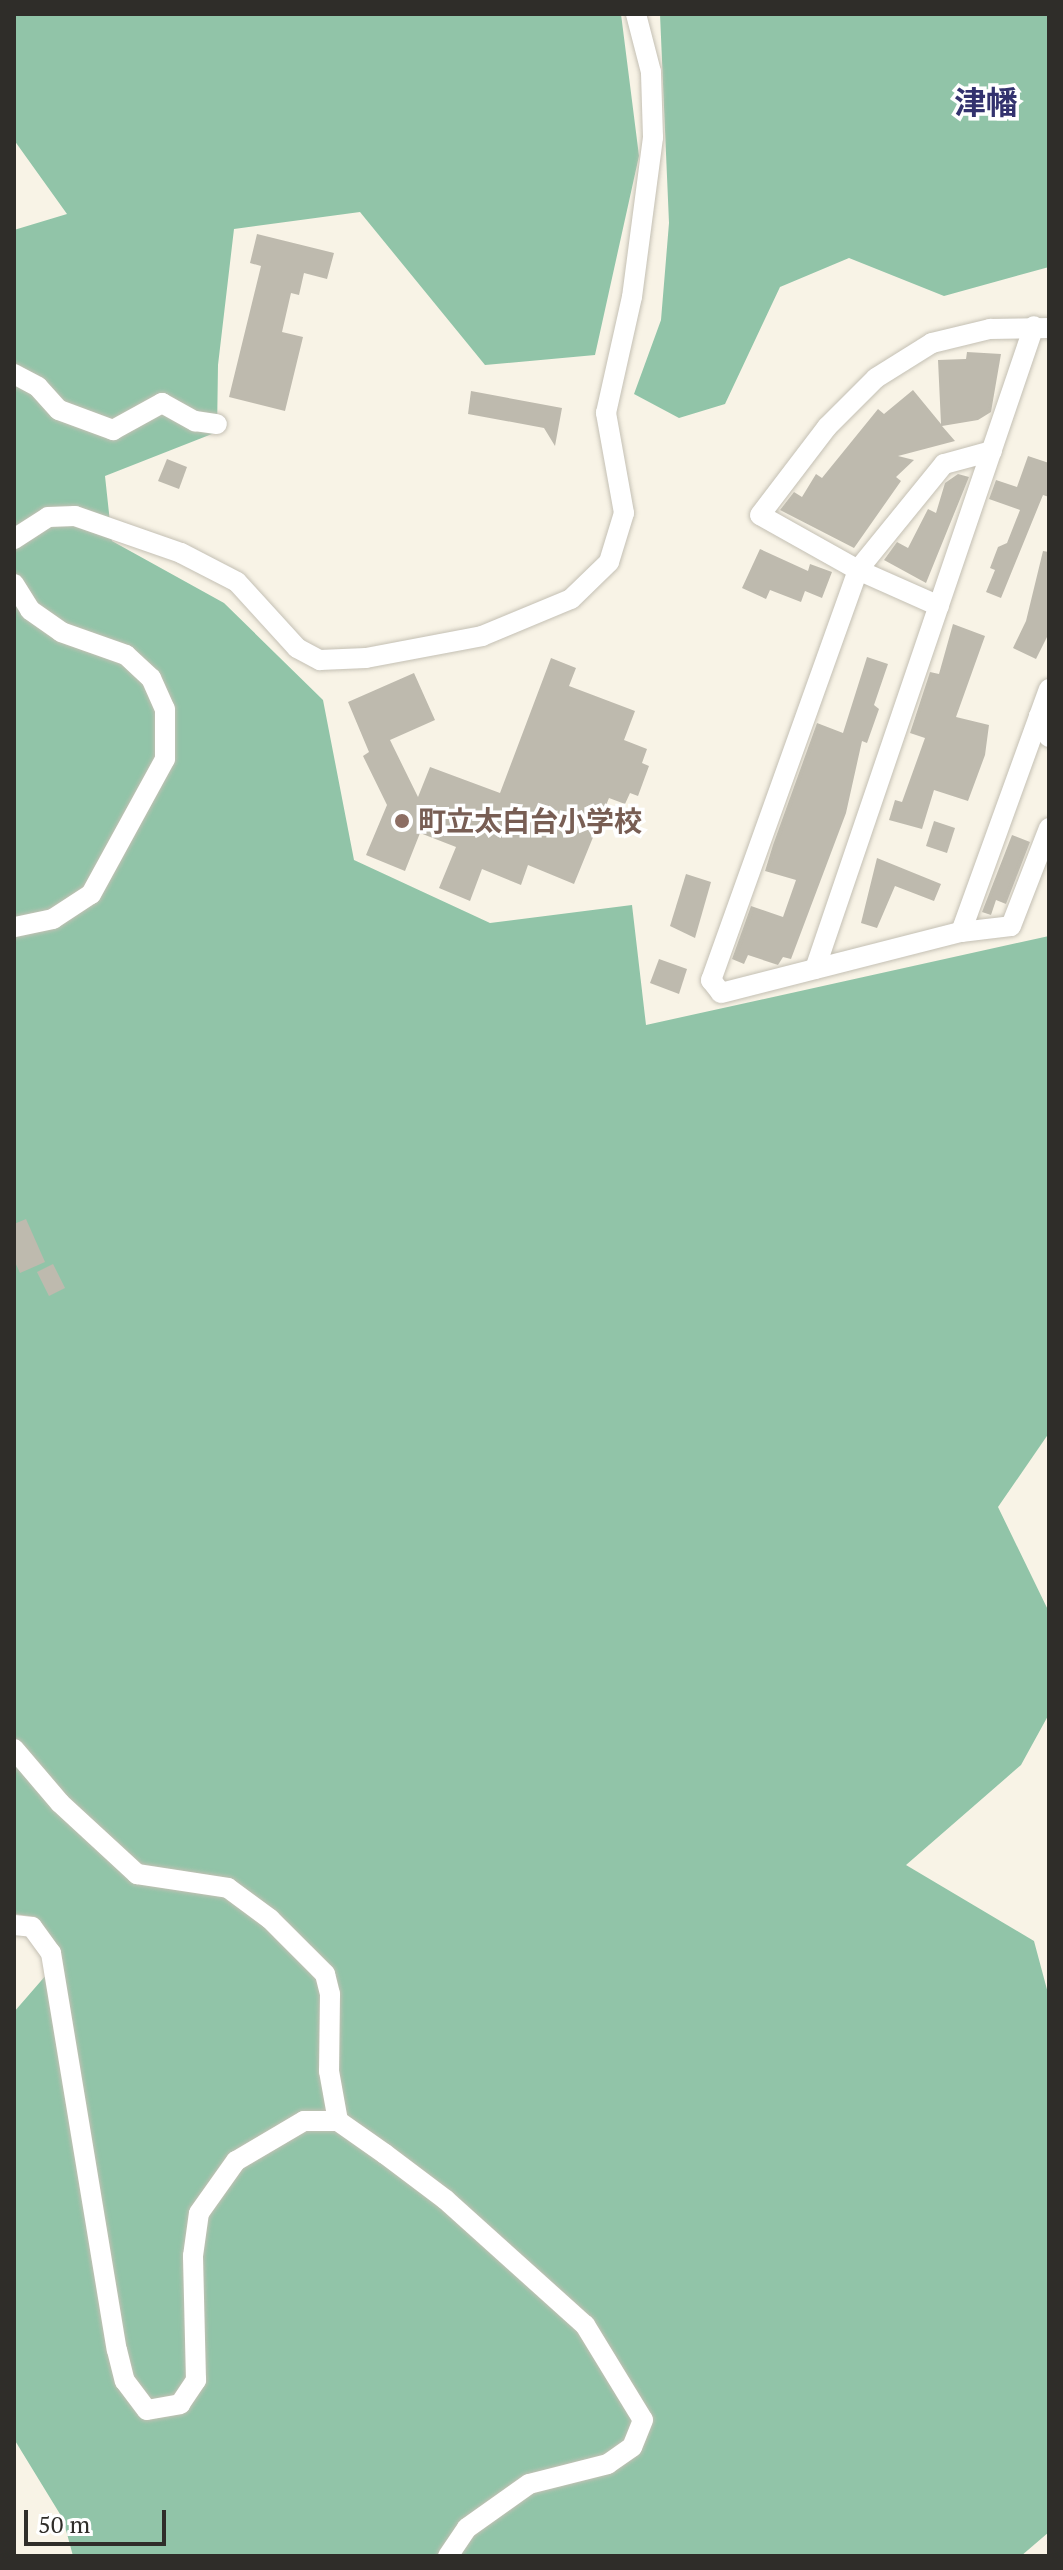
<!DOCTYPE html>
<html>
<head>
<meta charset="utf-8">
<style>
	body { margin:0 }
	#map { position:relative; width:1063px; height:2570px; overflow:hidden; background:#f8f3e6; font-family:"PT Serif","Noto Sans JP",serif }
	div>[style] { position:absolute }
	.forest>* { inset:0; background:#91c4a8 }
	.building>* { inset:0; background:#bebaae }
	.roads { filter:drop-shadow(0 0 2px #c4c0b4) drop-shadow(0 0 2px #c4c0b4) }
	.minor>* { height:20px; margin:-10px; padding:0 10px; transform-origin:10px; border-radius:10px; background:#fff }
	.dots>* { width:22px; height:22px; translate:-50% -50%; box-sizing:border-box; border:4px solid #fff; border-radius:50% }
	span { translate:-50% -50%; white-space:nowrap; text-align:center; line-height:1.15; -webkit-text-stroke:7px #fff; paint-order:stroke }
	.education-label { font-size:28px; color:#785e54; font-weight:700 }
	.left { translate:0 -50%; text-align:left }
	.quarter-label { font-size:32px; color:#33326e; font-weight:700 }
	.frame { position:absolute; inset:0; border:16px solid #2f2d29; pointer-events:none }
	.scale { position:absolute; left:24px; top:2510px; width:142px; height:36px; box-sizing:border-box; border:4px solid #2f2d29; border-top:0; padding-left:10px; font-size:24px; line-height:28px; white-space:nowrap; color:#2f2d29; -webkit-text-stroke:6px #fff; paint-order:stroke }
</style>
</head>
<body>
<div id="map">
	<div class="forest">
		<i style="clip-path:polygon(14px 14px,621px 14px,639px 156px,595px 355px,485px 365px,360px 212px,234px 229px,218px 365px,217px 432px,105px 476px,112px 541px,224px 603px,323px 700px,354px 860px,490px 923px,632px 905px,646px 1025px,1049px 936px,1049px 1433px,998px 1507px,1049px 1612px,1049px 1714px,1021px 1765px,906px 1865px,1034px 1941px,1049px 1997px,1049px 2532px,1021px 2556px,73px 2556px,63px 2519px,14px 2439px,14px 2012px,60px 1959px,36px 1917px,14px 1914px,14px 230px,67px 214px,14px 140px)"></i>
		<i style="clip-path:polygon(660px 14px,1049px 14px,1049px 267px,944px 296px,849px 258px,780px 287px,725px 404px,679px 418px,634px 394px,661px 320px,669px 223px)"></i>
	</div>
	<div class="building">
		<i style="clip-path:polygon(257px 234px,334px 253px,327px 279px,304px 273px,299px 295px,291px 293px,282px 332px,303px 337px,285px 411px,229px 397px,261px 266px,250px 263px)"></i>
		<i style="clip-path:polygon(967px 352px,1001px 354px,991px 412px,978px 420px,942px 426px,955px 441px,898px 456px,914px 460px,896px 477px,901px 481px,854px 548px,780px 510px,794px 492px,802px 497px,816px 474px,822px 478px,878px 409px,884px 414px,913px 390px,941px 424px,938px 360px,966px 359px)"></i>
		<i style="clip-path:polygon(471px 391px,562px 408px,555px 446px,544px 428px,468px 414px)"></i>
		<i style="clip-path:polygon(1028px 456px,1049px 463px,1049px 497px,1043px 495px,1001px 598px,986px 592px,995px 570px,990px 568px,998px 547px,1007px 543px,1020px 510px,989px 499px,996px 480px,1017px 487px)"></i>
		<i style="clip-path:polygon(167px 459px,187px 467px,179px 489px,158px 481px)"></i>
		<i style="clip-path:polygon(958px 474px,969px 477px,926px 583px,884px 560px,897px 542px,908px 548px,928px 509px,936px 513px,945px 483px)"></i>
		<i style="clip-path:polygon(760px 549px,808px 571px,810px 564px,832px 572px,822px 598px,805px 591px,801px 602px,770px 590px,766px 599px,742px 588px)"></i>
		<i style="clip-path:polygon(1043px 551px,1049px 552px,1049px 633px,1036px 659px,1013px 648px,1026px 621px)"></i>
		<i style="clip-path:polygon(953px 624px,985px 636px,956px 717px,989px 725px,985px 755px,968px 801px,934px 790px,922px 829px,889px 820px,895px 800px,902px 802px,925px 738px,910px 733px,930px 672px,939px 674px)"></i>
		<i style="clip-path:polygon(867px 657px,888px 664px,874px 705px,879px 709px,867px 743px,862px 741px,846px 813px,791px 959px,783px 957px,778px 965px,748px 955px,744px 964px,732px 959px,751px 906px,783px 917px,796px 880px,765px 871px,773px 845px,817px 723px,843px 733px)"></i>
		<i style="clip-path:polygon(551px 658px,576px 668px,569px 686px,635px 711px,624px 740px,647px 749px,642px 763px,649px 766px,638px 796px,630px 793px,625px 804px,609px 798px,574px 884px,528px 865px,521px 885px,482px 869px,470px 901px,439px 888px,456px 847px,420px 833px,405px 871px,366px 855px,387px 805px,363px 756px,369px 752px,348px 702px,414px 673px,435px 720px,390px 740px,418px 797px,430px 767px,500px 793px)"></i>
		<i style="clip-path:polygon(934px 821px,955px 828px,947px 853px,926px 846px)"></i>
		<i style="clip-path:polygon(1012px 835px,1030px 842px,1006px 904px,996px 900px,991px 915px,982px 912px)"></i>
		<i style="clip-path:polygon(877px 858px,941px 884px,934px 901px,895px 886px,877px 928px,861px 923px)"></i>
		<i style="clip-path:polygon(686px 874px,711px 882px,695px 938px,670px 926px)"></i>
		<i style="clip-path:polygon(659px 959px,687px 969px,679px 994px,650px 983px)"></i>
		<i style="clip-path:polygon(26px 1219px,45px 1262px,20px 1273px,14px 1260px,14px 1224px)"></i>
		<i style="clip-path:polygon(53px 1264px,65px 1288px,49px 1296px,37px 1272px)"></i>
	</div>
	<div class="roads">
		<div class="minor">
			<i style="left:14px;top:374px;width:27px;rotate:28deg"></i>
			<i style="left:38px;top:387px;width:31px;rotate:48deg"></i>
			<i style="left:59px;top:410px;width:58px;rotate:20.3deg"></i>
			<i style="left:113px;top:430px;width:56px;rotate:-28.9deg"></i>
			<i style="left:162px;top:403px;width:38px;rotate:29deg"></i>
			<i style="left:195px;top:421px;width:22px;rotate:8deg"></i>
			<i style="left:992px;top:451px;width:50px;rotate:164.8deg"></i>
			<i style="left:944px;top:464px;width:136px;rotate:129.1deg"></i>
			<i style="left:858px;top:570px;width:436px;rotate:109.7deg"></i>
			<i style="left:711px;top:980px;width:16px;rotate:52deg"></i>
			<i style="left:721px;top:993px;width:248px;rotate:-14.3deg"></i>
			<i style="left:961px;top:932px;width:230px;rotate:-70.1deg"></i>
			<i style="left:14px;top:539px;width:40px;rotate:-32.9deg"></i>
			<i style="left:48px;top:517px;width:27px;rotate:-2deg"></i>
			<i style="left:75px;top:516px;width:112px;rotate:19.2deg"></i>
			<i style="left:181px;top:553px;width:63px;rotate:27.4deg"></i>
			<i style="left:237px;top:582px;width:89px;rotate:47.7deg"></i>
			<i style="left:297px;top:648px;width:26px;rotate:28deg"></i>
			<i style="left:320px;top:660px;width:46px;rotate:-2.5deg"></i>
			<i style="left:366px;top:658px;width:118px;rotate:-10.7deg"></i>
			<i style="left:482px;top:636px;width:96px;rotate:-22.6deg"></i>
			<i style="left:571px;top:599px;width:53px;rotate:-44.2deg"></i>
			<i style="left:609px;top:562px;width:51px;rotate:-73deg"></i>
			<i style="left:624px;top:513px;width:102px;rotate:-100.2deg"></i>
			<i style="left:606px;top:413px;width:119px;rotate:-77.4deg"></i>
			<i style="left:632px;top:297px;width:161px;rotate:-82.5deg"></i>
			<i style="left:653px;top:137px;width:65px;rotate:-91.8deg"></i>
			<i style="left:651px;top:72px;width:60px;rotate:-104.5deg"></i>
			<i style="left:14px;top:584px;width:31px;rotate:58deg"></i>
			<i style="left:30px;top:610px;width:38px;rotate:35deg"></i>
			<i style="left:61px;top:632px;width:69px;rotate:19.5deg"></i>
			<i style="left:126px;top:655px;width:34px;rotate:43deg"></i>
			<i style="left:151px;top:678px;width:34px;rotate:66deg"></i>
			<i style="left:165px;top:709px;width:50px;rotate:90deg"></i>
			<i style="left:165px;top:759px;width:154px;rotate:118.7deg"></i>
			<i style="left:91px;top:894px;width:45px;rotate:146.7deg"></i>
			<i style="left:53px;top:919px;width:40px;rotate:168deg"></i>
			<i style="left:939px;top:606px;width:89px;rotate:-156deg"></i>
			<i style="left:858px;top:570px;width:112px;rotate:-150.7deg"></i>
			<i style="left:760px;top:515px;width:111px;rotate:-52.7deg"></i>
			<i style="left:827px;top:427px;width:69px;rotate:-45deg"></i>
			<i style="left:876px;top:378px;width:66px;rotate:-32deg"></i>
			<i style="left:932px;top:343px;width:60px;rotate:-13.6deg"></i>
			<i style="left:990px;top:329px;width:59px;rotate:-1deg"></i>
			<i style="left:1049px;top:689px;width:29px;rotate:110deg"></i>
			<i style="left:1039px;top:716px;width:23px;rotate:65deg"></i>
			<i style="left:961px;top:932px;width:50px;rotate:-6.8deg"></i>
			<i style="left:1011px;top:926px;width:105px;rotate:-68.8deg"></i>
			<i style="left:815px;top:969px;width:679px;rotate:-71.19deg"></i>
			<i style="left:14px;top:1749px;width:71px;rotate:49.6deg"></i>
			<i style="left:60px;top:1803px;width:105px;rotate:42.7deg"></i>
			<i style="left:137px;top:1874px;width:92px;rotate:8.7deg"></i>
			<i style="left:228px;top:1888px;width:52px;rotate:36.4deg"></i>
			<i style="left:270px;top:1919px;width:78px;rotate:45deg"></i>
			<i style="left:325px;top:1974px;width:21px;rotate:76deg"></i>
			<i style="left:330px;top:1994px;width:77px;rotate:90.7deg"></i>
			<i style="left:329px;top:2071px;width:51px;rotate:79.8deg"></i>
			<i style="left:14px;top:1925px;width:18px;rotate:6deg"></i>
			<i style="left:32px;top:1927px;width:32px;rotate:54deg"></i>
			<i style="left:51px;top:1953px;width:402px;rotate:80.6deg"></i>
			<i style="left:117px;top:2350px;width:32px;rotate:76deg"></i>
			<i style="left:125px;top:2381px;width:36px;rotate:53deg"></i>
			<i style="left:147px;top:2410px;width:34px;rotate:-10deg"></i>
			<i style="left:180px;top:2404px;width:29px;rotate:-56deg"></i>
			<i style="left:196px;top:2380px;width:124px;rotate:-91.4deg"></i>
			<i style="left:193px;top:2256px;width:43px;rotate:-82.1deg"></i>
			<i style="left:199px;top:2213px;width:64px;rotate:-54.6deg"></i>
			<i style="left:236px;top:2161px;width:79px;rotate:-30.5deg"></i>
			<i style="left:304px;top:2121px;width:34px"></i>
			<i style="left:338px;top:2121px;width:57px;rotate:35.1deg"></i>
			<i style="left:385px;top:2154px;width:76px;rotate:37deg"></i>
			<i style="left:446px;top:2200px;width:187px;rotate:42deg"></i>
			<i style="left:585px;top:2325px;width:111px;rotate:58.6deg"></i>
			<i style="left:643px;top:2420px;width:29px;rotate:112deg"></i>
			<i style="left:632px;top:2447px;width:29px;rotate:145deg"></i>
			<i style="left:608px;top:2464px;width:81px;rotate:165.8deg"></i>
			<i style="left:529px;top:2484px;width:76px;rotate:144.6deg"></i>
			<i style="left:467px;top:2528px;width:34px;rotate:124deg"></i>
		</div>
	</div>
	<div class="dots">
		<i style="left:402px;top:821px;background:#8d6e63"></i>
	</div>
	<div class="education-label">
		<span class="left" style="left:418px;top:821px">町立太白台小学校</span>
	</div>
	<div class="quarter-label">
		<span style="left:986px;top:102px">津幡</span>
	</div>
	<div class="frame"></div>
	<div class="scale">50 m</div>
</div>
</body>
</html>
◆ ◆ ◆ ◆ ◆
### WHAT IS EXPECTED
Any pictures are to be skipped, and the lines from the beginning of the entries through the line with "translate:-50% -50%; white-space:nowrap;" copied exactly.

### OUTPUT FOR THIS TASK
<!DOCTYPE html>
<html>
<head>
<meta charset="utf-8">
<style>
	body { margin:0 }
	#map { position:relative; width:1063px; height:2570px; overflow:hidden; background:#f8f3e6; font-family:"PT Serif","Noto Sans JP",serif }
	div>[style] { position:absolute }
	.forest>* { inset:0; background:#91c4a8 }
	.building>* { inset:0; background:#bebaae }
	.roads { filter:drop-shadow(0 0 2px #c4c0b4) drop-shadow(0 0 2px #c4c0b4) }
	.minor>* { height:20px; margin:-10px; padding:0 10px; transform-origin:10px; border-radius:10px; background:#fff }
	.dots>* { width:22px; height:22px; translate:-50% -50%; box-sizing:border-box; border:4px solid #fff; border-radius:50% }
	span { translate:-50% -50%; white-space:nowrap; text-align:center; line-height:1.15; -webkit-text-stroke:7px #fff; paint-order:stroke }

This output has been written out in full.